Le joug islamiste qui s’en est suivi n’a fait que mettre en lumière une grande complicité de milieux islamiques maliens que cachent mal leurs prouesses dans l’élargissement d’éléments de l’armée régulière détenus par les assaillants. Et pour cause : l’imam, qui en a souvent pris la paternité à tort ou à raison, sera pris en défaut pour apologie du terrorisme avec ses tentatives de justifier les atrocités et exactions des groupes terroristes par les comportements anti-islamiques de ses concitoyens. Ses écarts vis-à-vis des préceptes républicains n’affecteront pas pour autant ses amitiés et connivences au sein de la classe politique, pas plus que son statut de repère impartial ne l’a empêché d’y afficher ses préférences. Là où sa neutralité et son équidistance étaient de mise et légitimement attendues, le président du HCIM s’est illustré par un penchant peu scrupuleux pour un protagoniste du jeu électoral au détriment de concurrents peut-être plus aptes à l’exercice du pouvoir que le protégé pour qui il reconnaît avoir transformé les maisons de Dieu en QG de campagne. Il admet d’ailleurs en éprouver du regret et d’avoir été désillusionné par une prestation en deçà de ses attentes. Mahmoud Dicko, quoi qu’il en soit, porte la responsabilité d’avoir embarqué les Maliens dans une aventure incertaine, un péché qu’il pense absoudre à coups de simples excuses publiques en s’échappant du navire IBK en plein milieu du gué. Pas forcément pour adhésion à la majorité de concitoyens qui n’y trouvaient pas son compte, mais vraisemblablement parce que les filons personnels qui l’entretenaient ont été tour à tour bouchés. D’abord par le PM Soumeylou B Maïga plus tard limogé sous sa pression, ensuite par son successeur Boubou Cissé qui est apparu moins manipulable et peu enclin à tolérer les interférences du religieux dans les décisions régaliennes.

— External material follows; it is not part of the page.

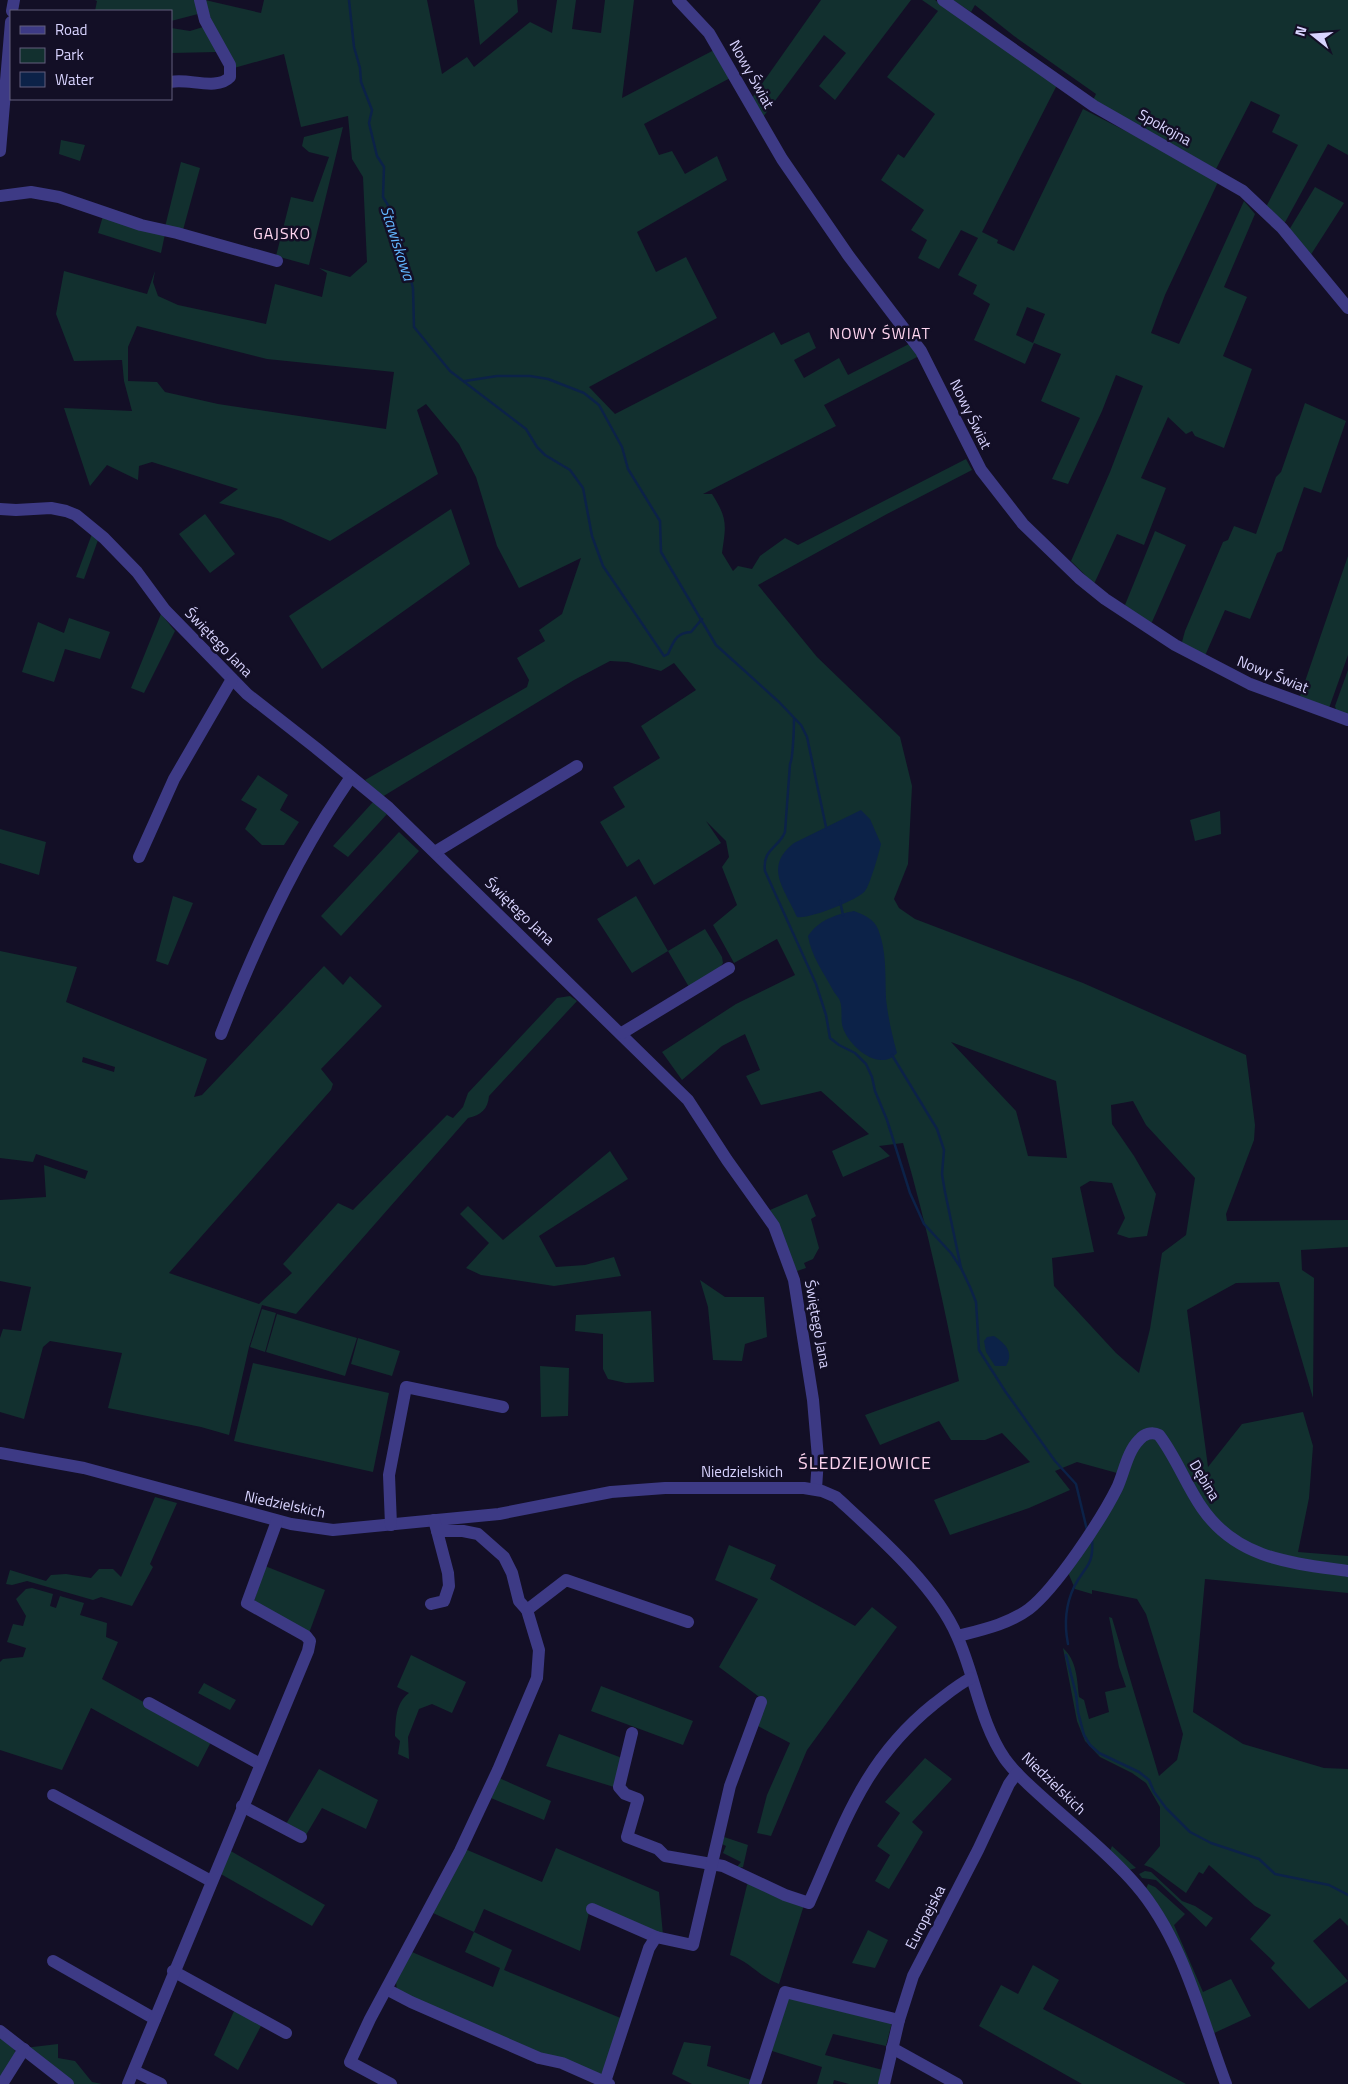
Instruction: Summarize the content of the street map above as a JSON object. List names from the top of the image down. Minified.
{"streets":{"street":["Nowy Świat","Spokojna","Świętego Jana","Niedzielskich","Dębina","Europejska"]},"crossings":[["Świętego Jana","Niedzielskich"],["Niedzielskich","Dębina"],["Niedzielskich","Europejska"]],"districts":["GAJSKO","NOWY ŚWIAT","ŚLEDZIEJOWICE"],"water":["Stawiskowa"],"legend":["Road","Park","Water"],"north":"left"}
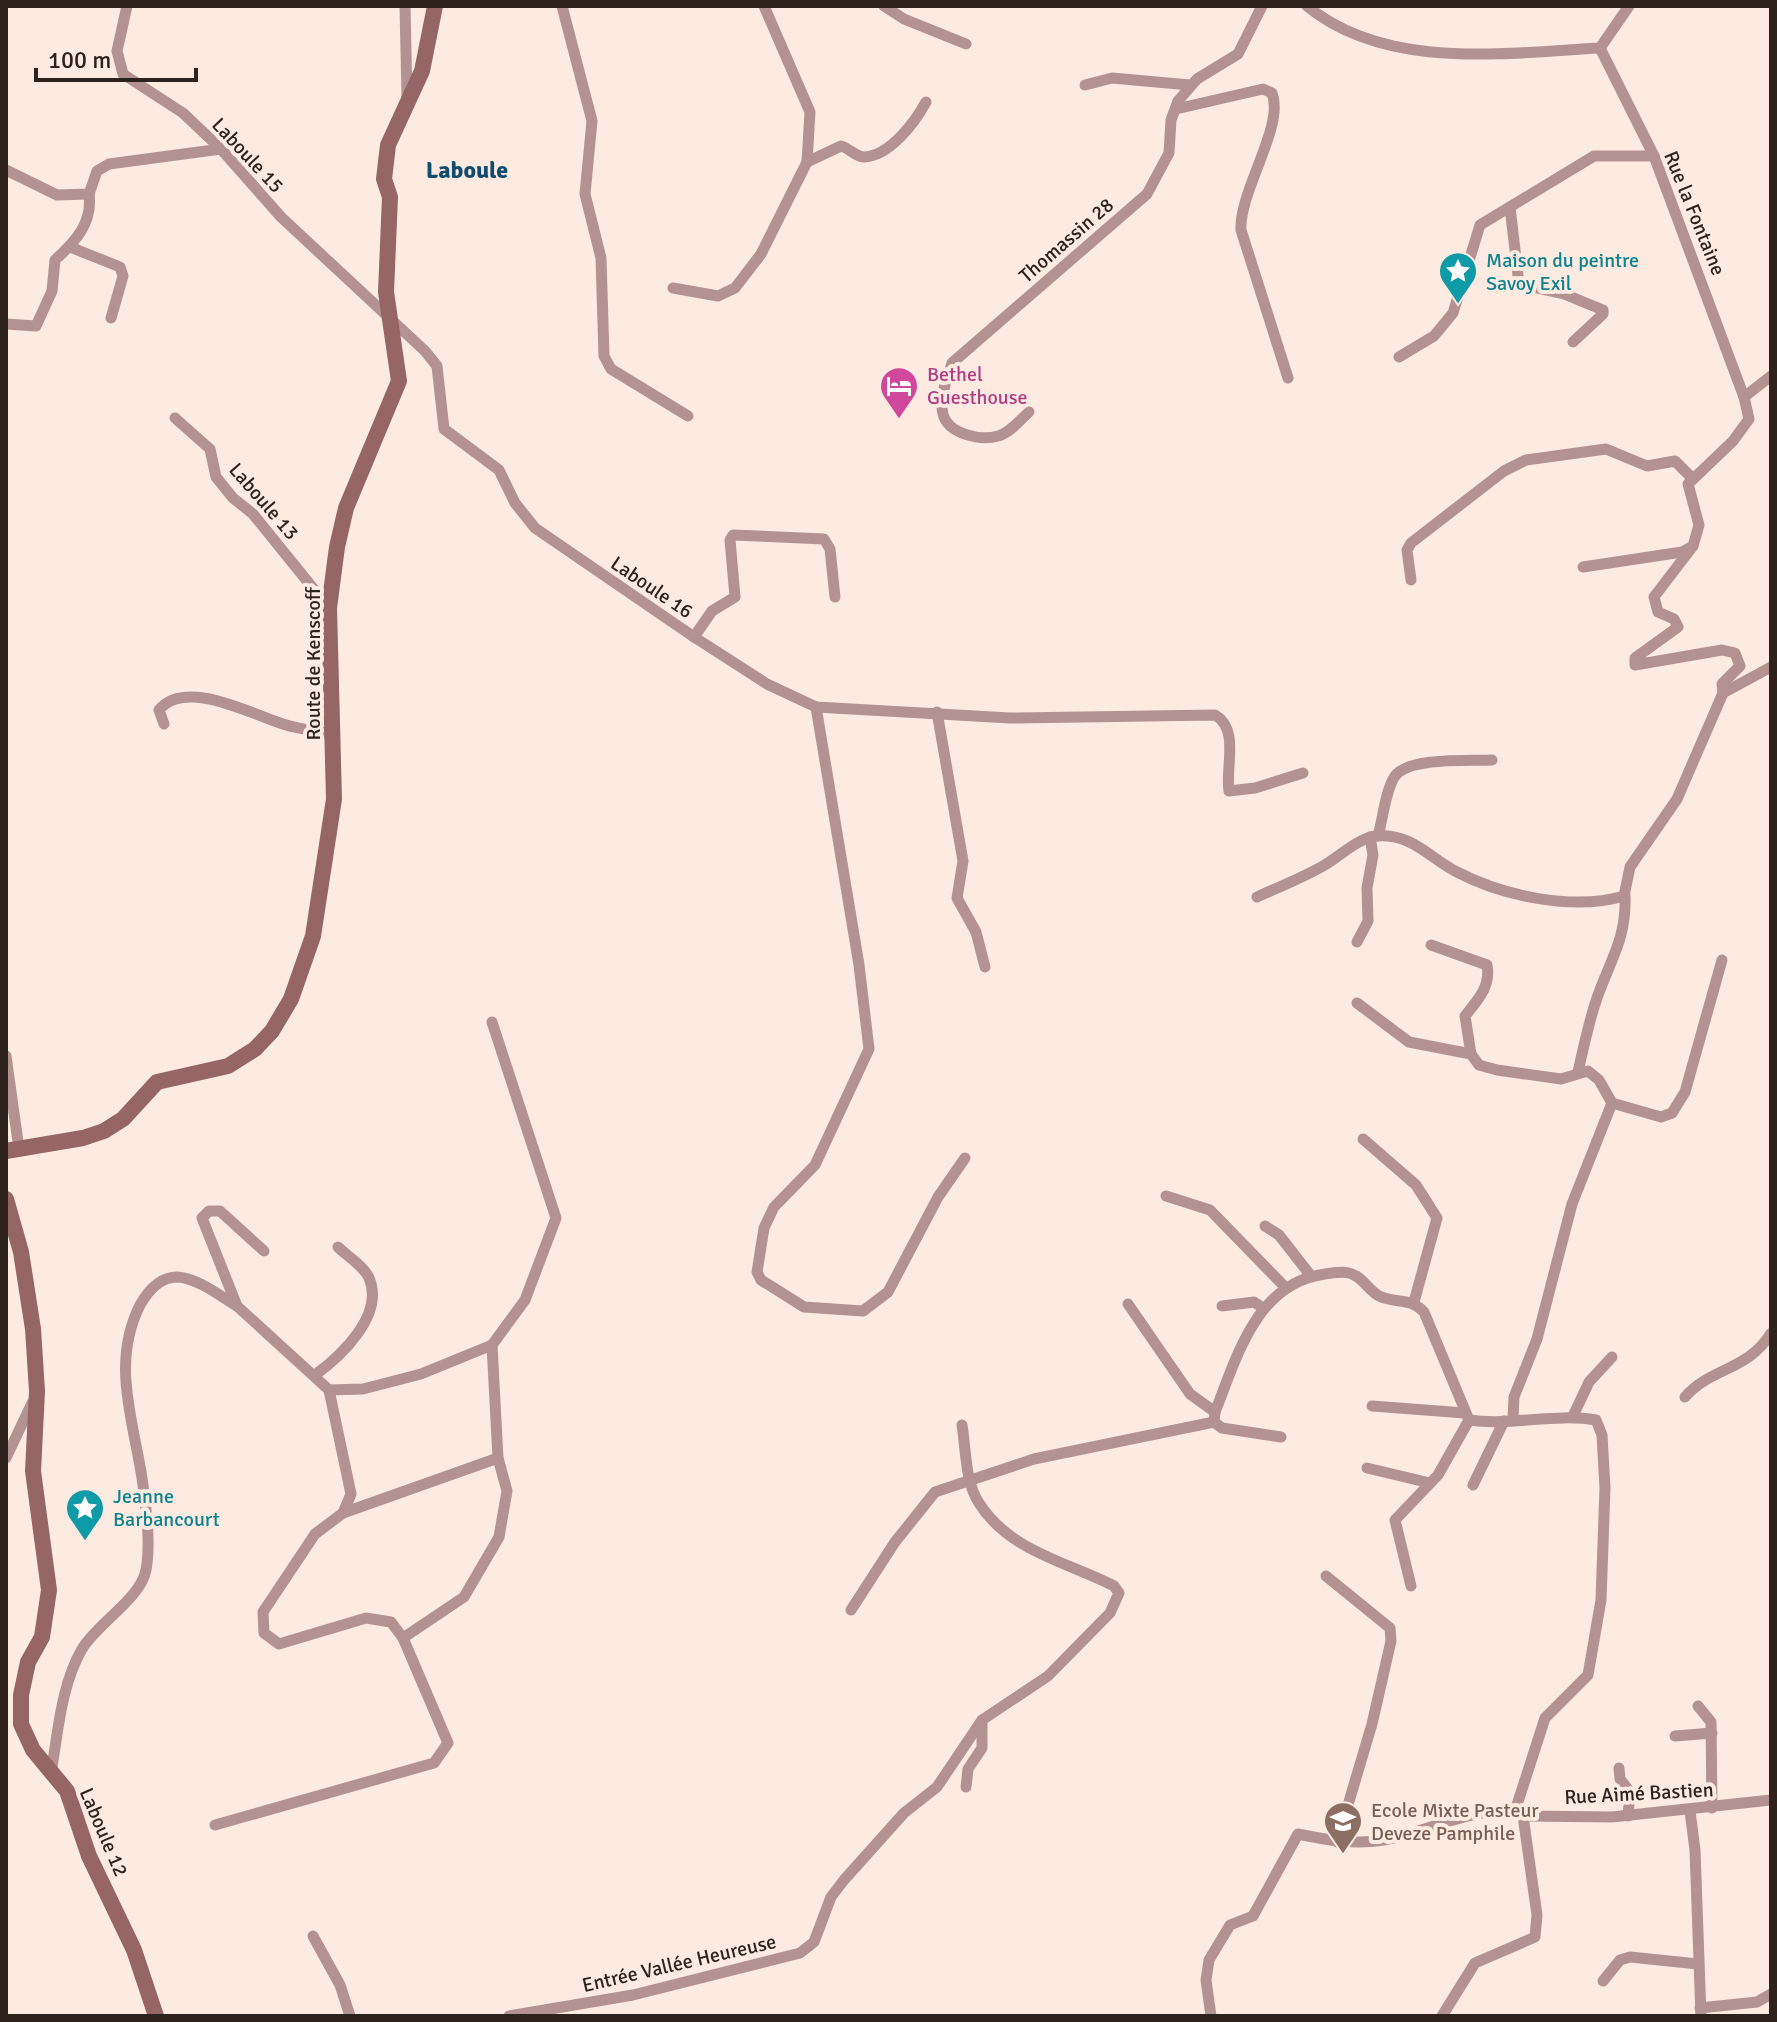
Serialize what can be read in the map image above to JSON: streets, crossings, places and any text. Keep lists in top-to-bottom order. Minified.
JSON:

C’est dire, en tout état de cause, l’inexactitude d’une propension à mettre au compte de l’engagement patriotique des causes qui semblent plutôt tenir de la motivation purement personnelle. Et ce ne sont pas les acteurs du M5-RFP qui diront le contraire, eux qui ont payé au prix de l’infantilisation pour l’idéalisation excessive d’une autorité morale révélée plus tard sous les traits de Machiavel en personne. Il n’est donc pas étonnant si la main-tendue et l’offre politique de l’imam rencontrait moins de réceptivité que partout ailleurs dans les milieux l’ayant naguère hissé au firmament.
Ce n’est pourtant pas que sa thérapie et la recette proposée soient superflues ou inopportunes. Quelle qu’en soit la motivation ou l’usage qu’il mijote d’en faire, elles perdent en crédit et jouissent de peu de confiance en étant portée par un personnage dont la versatilité n’est plus à prouver, au parcours jalonné d’orientations déroutantes et qui traîne les présomptions d’une loyauté peu rassurante aux valeurs de la République.